Embracing him tightly, I feel his heart thumping against my cheek. Though the music carries across the gardens, and though voices can be heard for miles around, that throb in his chest is the only thing I can focus on. With his pipes, his foals, his dimpled smiles, Fraser Bell has shown me what a happy life can be. He has proven that not all has to be as is prescribed. I don’t have to hide everything I love just to protect the feelings of those who don’t matter to me.

Giving up tiaras, gowns, and posh banquets is nothing. They never held me when I cried. They never made me laugh in a loch and warmed me with their affection. They never kissed me as though I am the only thing in the world worth having so close. Fraser Bell did. Being with him wouldn’t be giving anything up, being with him would be finally choosing to be happy.

And I’m not afraid of happiness anymore.

Leaning up, I press a long passionate kiss to his lips, before pulling away and dragging him by the hand back towards the ball.

‘Where are we going?’ he asks as he paces beside me, furiously wiping the tears from his face.

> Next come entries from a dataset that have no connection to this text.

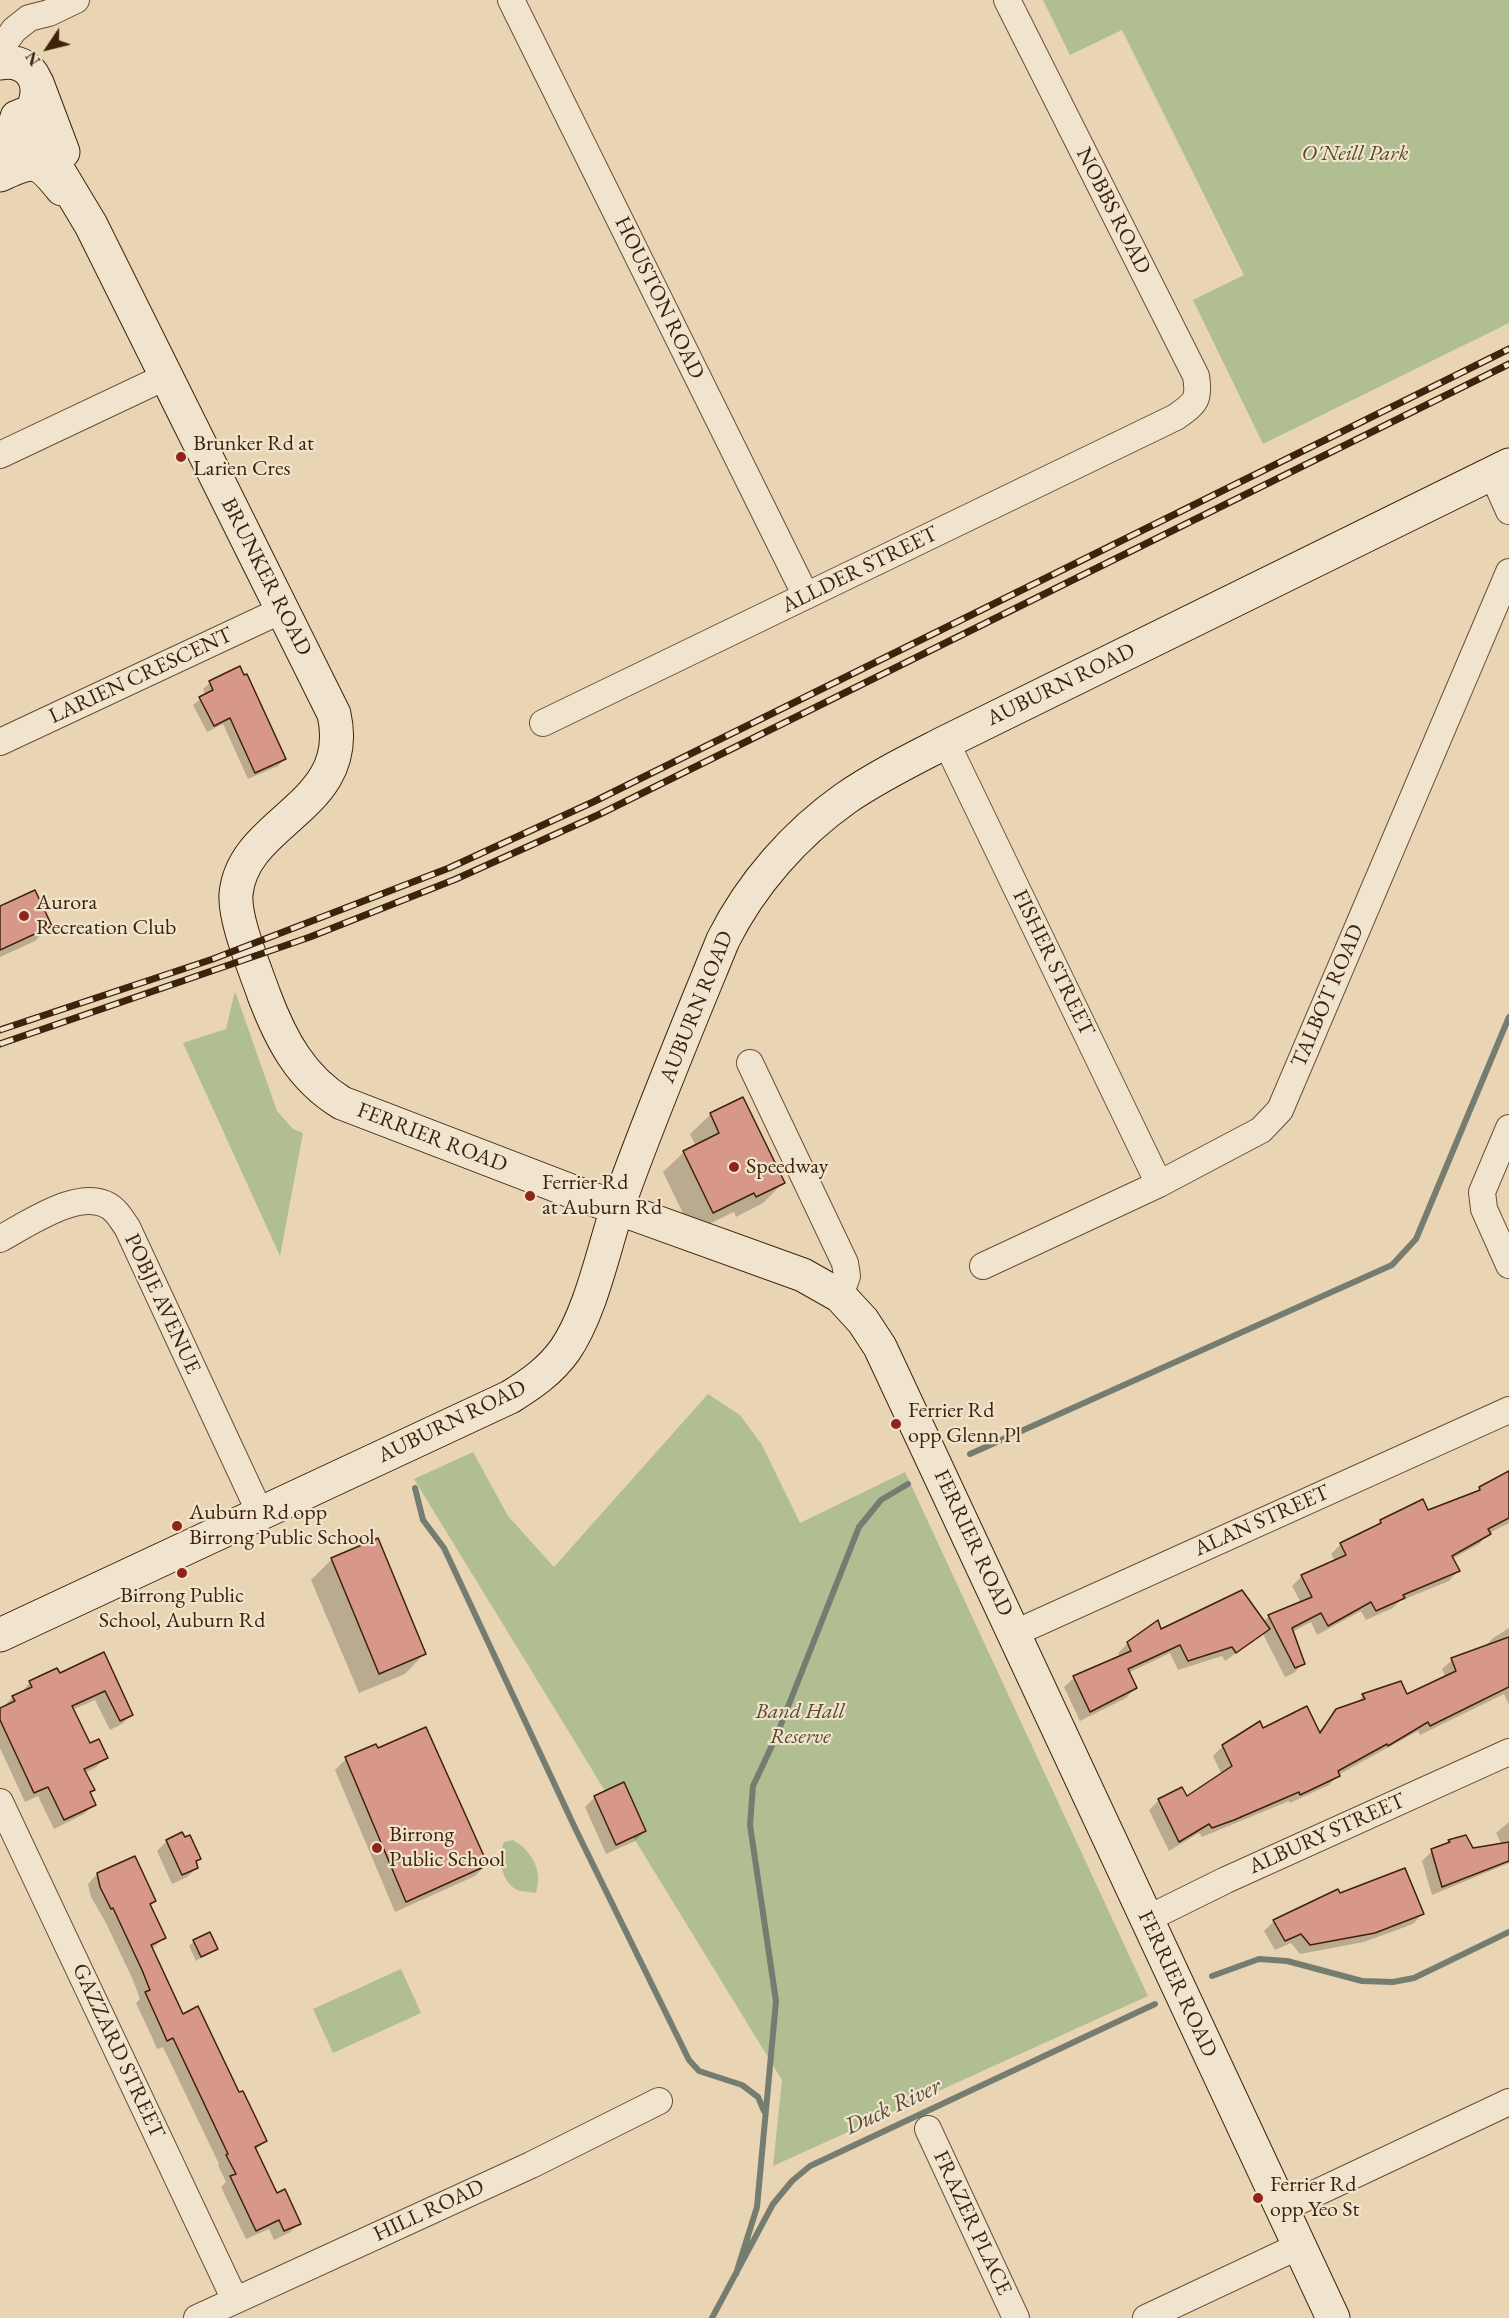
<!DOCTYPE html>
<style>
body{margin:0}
#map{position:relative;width:1509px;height:2318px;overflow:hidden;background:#e9d5b4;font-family:"EB Garamond",serif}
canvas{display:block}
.north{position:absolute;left:18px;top:18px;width:60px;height:60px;-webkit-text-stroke:4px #f1e4ce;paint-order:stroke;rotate:235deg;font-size:16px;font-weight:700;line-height:24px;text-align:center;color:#3e220b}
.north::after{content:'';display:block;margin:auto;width:21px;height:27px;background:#3e220b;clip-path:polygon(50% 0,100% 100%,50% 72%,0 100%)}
</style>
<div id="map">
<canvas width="1509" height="2318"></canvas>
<div class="north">N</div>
</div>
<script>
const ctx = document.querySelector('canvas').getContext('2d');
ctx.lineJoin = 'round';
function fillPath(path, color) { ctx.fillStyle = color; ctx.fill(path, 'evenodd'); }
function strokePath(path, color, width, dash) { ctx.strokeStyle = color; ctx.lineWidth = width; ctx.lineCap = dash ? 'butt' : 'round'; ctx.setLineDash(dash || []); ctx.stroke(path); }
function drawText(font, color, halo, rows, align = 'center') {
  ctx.font = font + ' "EB Garamond",serif'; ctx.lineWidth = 4.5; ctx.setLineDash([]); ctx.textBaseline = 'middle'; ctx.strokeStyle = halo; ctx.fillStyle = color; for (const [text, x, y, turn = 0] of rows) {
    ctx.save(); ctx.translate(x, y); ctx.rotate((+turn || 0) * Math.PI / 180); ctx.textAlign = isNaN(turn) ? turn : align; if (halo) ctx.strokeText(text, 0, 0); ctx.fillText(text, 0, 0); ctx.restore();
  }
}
fillPath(new Path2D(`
 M1043,0H1509V323L1263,444L1193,300L1244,275L1122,30L1070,55Z
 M235,991L277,1111L293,1129L303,1133L280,1256L183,1043L226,1029Z
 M708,1394L740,1415L762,1445L800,1523L905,1472L1148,1996L773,2166L782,2080L414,1479L473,1452L508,1516L554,1567Z
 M513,1840C532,1851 543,1870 536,1893C532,1892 526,1892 521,1891C502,1887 497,1858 504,1842Z
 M401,1969L421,2013L333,2053L313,2009Z`), '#b0be92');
fillPath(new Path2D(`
 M210,683L284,759L278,766L248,779L223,724L207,732L193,705L206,695L203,689Z
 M0,907L50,926L35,941L0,957Z
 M711,1114L783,1183L763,1203L736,1217L734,1212L692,1232L663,1172L684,1152L696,1146L690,1134Z
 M1509,1471V1523L1489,1533L1479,1544L1452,1559L1458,1571L1449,1581L1400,1601L1393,1608L1366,1620L1361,1611L1317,1635L1311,1622L1292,1632L1303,1663L1294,1673L1285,1677L1263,1634L1225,1661L1222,1656L1178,1670L1170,1653L1128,1673L1135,1688L1126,1698L1080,1721L1064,1687L1074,1678L1120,1657L1118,1653L1128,1643L1161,1631L1263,1622L1269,1616L1301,1603L1292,1586L1302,1576L1335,1561L1331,1554L1341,1544L1373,1528L1381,1521L1428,1511L1475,1493Z
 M377,1540L425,1653L405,1674L359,1693L311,1580L331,1560Z
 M1509,1628V1705L1504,1694L1420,1735L1418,1731L1338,1775L1329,1785L1290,1803L1289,1801L1202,1837L1199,1833L1169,1851L1149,1810L1158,1801L1182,1789L1187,1798L1222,1775L1213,1756L1223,1746L1262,1730L1318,1733L1337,1710L1354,1705L1363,1696L1400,1683L1406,1696L1446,1678L1442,1669L1452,1660L1483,1648L1493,1638Z
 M103,1654L132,1715L122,1724L110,1730L95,1700L72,1710L89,1745L106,1757L96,1767L85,1773L93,1790L89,1794L94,1805L84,1814L54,1829L38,1796L25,1802L0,1748V1710L13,1697L21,1693L30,1682L59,1675Z
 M346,1759L486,1865L475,1876L395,1912L335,1770Z
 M623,1784L645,1831L635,1841L606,1854L585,1807L594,1798Z
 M1509,1822V1863L1432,1895L1422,1861L1432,1851L1444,1846L1449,1841L1472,1850L1502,1845L1496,1833Z
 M167,1841L199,1859L195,1863L197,1868L187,1877L172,1884L157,1851Z
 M97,1874L154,1901L149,1906L164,1938L152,1949L182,2016L238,2094L265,2141L255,2151L276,2195L299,2224L289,2233L274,2240L269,2229L246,2239L221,2187L226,2182L218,2165L219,2164L163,2047L157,2049L151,2035L136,2003L140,1999L133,1980L105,1921L91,1897L88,1884Z
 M1339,1895L1422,1914L1413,1924L1364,1942L1300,1954L1291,1943L1275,1950L1264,1931L1274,1921Z
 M194,1941L216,1949L196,1961L189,1946Z`), '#0003');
strokePath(new Path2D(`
 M970,1454L1392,1265L1416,1239L1509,1017
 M415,1488L423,1520L444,1548L576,1830L689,2060L699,2071L742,2085L758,2097L764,2111
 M1212,1976L1259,1959L1287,1961L1362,1981L1393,1982L1414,1978L1509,1932
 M736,2274L757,2207L776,2001L750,1825L753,1786L776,1737L859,1527L881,1500L908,1484
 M712,2318L773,2204L792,2181L810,2166L1155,2004`), '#757c70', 6);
const building = new Path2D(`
 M240,666L244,675L247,674L286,759L255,773L230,718L214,726L199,697L213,690L209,681Z
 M35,890L52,926L0,950V906Z
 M743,1097L785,1183L756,1197L754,1193L713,1213L683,1151L719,1133L710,1113Z
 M1509,1471V1518L1488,1529L1491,1534L1452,1556L1460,1571L1403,1595L1405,1598L1376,1611L1371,1602L1328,1626L1321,1613L1292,1628L1305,1664L1295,1668L1268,1615L1312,1597L1301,1575L1346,1555L1340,1543L1381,1523L1380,1520L1423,1499L1428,1510L1480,1490L1479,1487Z
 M378,1538L426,1654L379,1674L331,1558Z
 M1242,1590L1270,1629L1236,1653L1232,1647L1188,1661L1180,1645L1128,1669L1137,1688L1090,1712L1073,1676L1131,1651L1127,1642L1158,1620L1161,1629Z
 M1509,1637V1687L1430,1726L1428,1722L1388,1746L1387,1744L1338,1771L1340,1776L1300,1795L1299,1792L1234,1820L1212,1828L1209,1824L1179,1842L1158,1799L1182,1787L1187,1796L1232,1766L1222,1745L1260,1721L1263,1728L1307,1706L1320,1733L1336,1709L1365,1699L1362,1694L1401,1681L1407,1694L1456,1671L1451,1658Z
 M104,1652L133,1715L120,1721L105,1691L72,1706L90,1743L99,1739L108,1758L84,1769L95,1790L90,1792L96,1805L64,1820L48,1787L34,1793L0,1720V1708L15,1701L12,1696L32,1687L29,1681L57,1668L60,1673Z
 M426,1727L488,1865L406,1902L345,1757L376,1744L378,1748Z
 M624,1782L646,1831L616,1845L594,1796Z
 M182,1832L185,1837L190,1835L201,1859L196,1861L198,1868L182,1875L166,1840Z
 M1466,1835L1473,1848L1509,1842V1861L1442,1887L1431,1849L1450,1842L1448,1840Z
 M135,1856L156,1901L150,1904L166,1938L151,1945L183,2014L198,2006L239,2092L243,2091L267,2141L255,2147L277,2193L285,2189L301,2224L284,2231L279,2220L256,2231L230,2176L236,2174L226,2155L228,2154L173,2038L167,2041L160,2025L145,1992L150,1990L142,1970L113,1908L111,1909L100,1887L97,1873Z
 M1405,1868L1424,1914L1375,1933L1310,1945L1301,1934L1285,1941L1273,1920L1338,1889L1340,1893Z
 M210,1932L218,1949L201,1957L193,1940Z`);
fillPath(building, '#d79789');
strokePath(building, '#3e220b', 1.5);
const street = new Path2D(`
 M511,0L806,596
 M2,62L6,41L14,30L29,18L49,13L76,0
 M0,455L165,377
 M1492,473L1509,511
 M543,723L1176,417C1195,403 1200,401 1196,376L1007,0
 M0,742L282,610
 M946,742L1159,1184
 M750,1063L845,1263L847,1276L840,1296
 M1509,1128L1482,1192L1484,1209L1509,1265
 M0,1239C28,1224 88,1181 116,1212C120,1216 123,1222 127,1227L260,1513
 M983,1266L1159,1184L1261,1130L1280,1110L1509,572
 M1015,1633L1509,1410
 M0,1802L235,2300
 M1147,1919L1226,1880L1509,1752
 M928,2129L1016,2318
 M1282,2209L1509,2102
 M197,2318L531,2165L659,2101
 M1146,2318L1299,2246`);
const secondary = new Path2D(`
 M0,63C26,58 43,78 35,103
 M37,83L63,152
 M22,115L55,165L91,225L334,714C355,808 243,819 236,894C234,920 255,969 264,995C281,1040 301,1078 342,1103L584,1196L803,1275L840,1296L863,1321L880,1347L1333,2318
 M0,157L11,139L17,117
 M0,175C35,159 38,159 62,189
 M0,1635L510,1397C531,1384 550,1371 565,1350C591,1312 603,1251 618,1206C650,1116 687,1028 723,940C751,884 795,834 846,798C878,776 913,759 946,742L1509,465`);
strokePath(street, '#694f35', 28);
strokePath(secondary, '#3e220b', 35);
strokePath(street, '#f1e4ce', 26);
strokePath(secondary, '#f1e4ce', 33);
const rail = new Path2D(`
 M0,1030L213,959L304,924L449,868L593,802L1509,349
 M0,1044L310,937L456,879L598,815L1509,364`);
strokePath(rail, '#3e220b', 7);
strokePath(rail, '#f1e4ce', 4.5, [14]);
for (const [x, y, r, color] of [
 [181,457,6,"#8f2418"],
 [24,916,6,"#8f2418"],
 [734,1167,6,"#8f2418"],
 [530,1196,6,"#8f2418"],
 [896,1424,6,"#8f2418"],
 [177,1526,6,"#8f2418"],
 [182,1573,6,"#8f2418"],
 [377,1848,6,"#8f2418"],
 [1258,2198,6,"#8f2418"]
]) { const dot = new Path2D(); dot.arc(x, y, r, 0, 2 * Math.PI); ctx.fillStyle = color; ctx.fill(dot); strokePath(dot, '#f1e4ce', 2); }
drawText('italic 22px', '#5a492d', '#f1e4ce', [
 ["O'Neill Park",1355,154],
 ["Band Hall",800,1712],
 ["Reserve",800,1737]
]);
drawText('22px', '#3e220b', '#f1e4ce', [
 ["NOBBS ROAD",1113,211,63],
 ["HOUSTON ROAD",659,298,64],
 ["ALLDER STREET",860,570,-26],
 ["BRUNKER ROAD",266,577,63],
 ["LARIEN CRESCENT",141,676,-25],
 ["AUBURN ROAD",1061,685,-26],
 ["FISHER STREET",1053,963,64],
 ["TALBOT ROAD",1328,996,-67],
 ["AUBURN ROAD",697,1007,-68],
 ["FERRIER ROAD",432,1138,21],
 ["POBJE AVENUE",162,1304,65],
 ["AUBURN ROAD",452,1422,-26],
 ["ALAN STREET",1262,1521,-24],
 ["FERRIER ROAD",973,1543,65],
 ["ALBURY STREET",1327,1834,-24],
 ["FERRIER ROAD",1177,1984,65],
 ["GAZZARD STREET",118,2051,65],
 ["HILL ROAD",429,2211,-25],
 ["FRAZER PLACE",972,2223,65]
]);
drawText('22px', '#3e220b', '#f1e4ce', [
 ["Brunker Rd at",193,444],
 ["Larien Cres",193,469],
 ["Aurora",36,903],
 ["Recreation Club",36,928],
 ["Speedway",746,1167],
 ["Ferrier Rd",542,1183],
 ["at Auburn Rd",542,1208],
 ["Ferrier Rd",908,1411],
 ["opp Glenn Pl",908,1436],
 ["Auburn Rd opp",189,1513],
 ["Birrong Public School",189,1538],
 ["Birrong Public",182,1596,"center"],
 ["School, Auburn Rd",182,1621,"center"],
 ["Birrong",389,1835],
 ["Public School",389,1860],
 ["Ferrier Rd",1270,2185],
 ["opp Yeo St",1270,2210]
], 'left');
drawText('italic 24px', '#554835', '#f1e4ce', [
 ["Duck River",893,2107,-25]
]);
</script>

‘To meet my parents.’ Pride flows through me as I grin and Fraser only returns a nervous gaze.

‘Alice …’ he begins.

‘Fraser, I’ve never been more sure of anything in my life.’ Stopping for a moment outside the door, I reassure him with a tender caress of his cheek. ‘Everyone I love is standing in this castle at present and I don’t think I’ll lose any of them by having you by my side. Nothing aside from the select few people in that room matter to me – no titles, no money, no reputation. It wouldn’t be giving it up for you, it would be being liberated.’

Bursting through the door, I spot my mother and father before the king, their miserable faces contorted into false smiles for their superior’s benefit.

‘Mother, Father,’ I interrupt their conversation. ‘Meet Fraser Bell, the love of my life.’

‘Alice, not now,’ my mother spits through gritted teeth, looking back at the king with an apologetic smile.

‘Yes, now.’ I grasp the king’s glass from the table beside him and clash against it with the ring on my forefinger. Soon the whole room bends their gaze to me, the band cease their playing, and not once does my confidence waver.

‘Good evening, ladies and gentlemen. My name is Alice Walpole and I am unashamedly, indubitably, and happily in love with Fraser Bell. I hope you enjoy the rest of your evening.’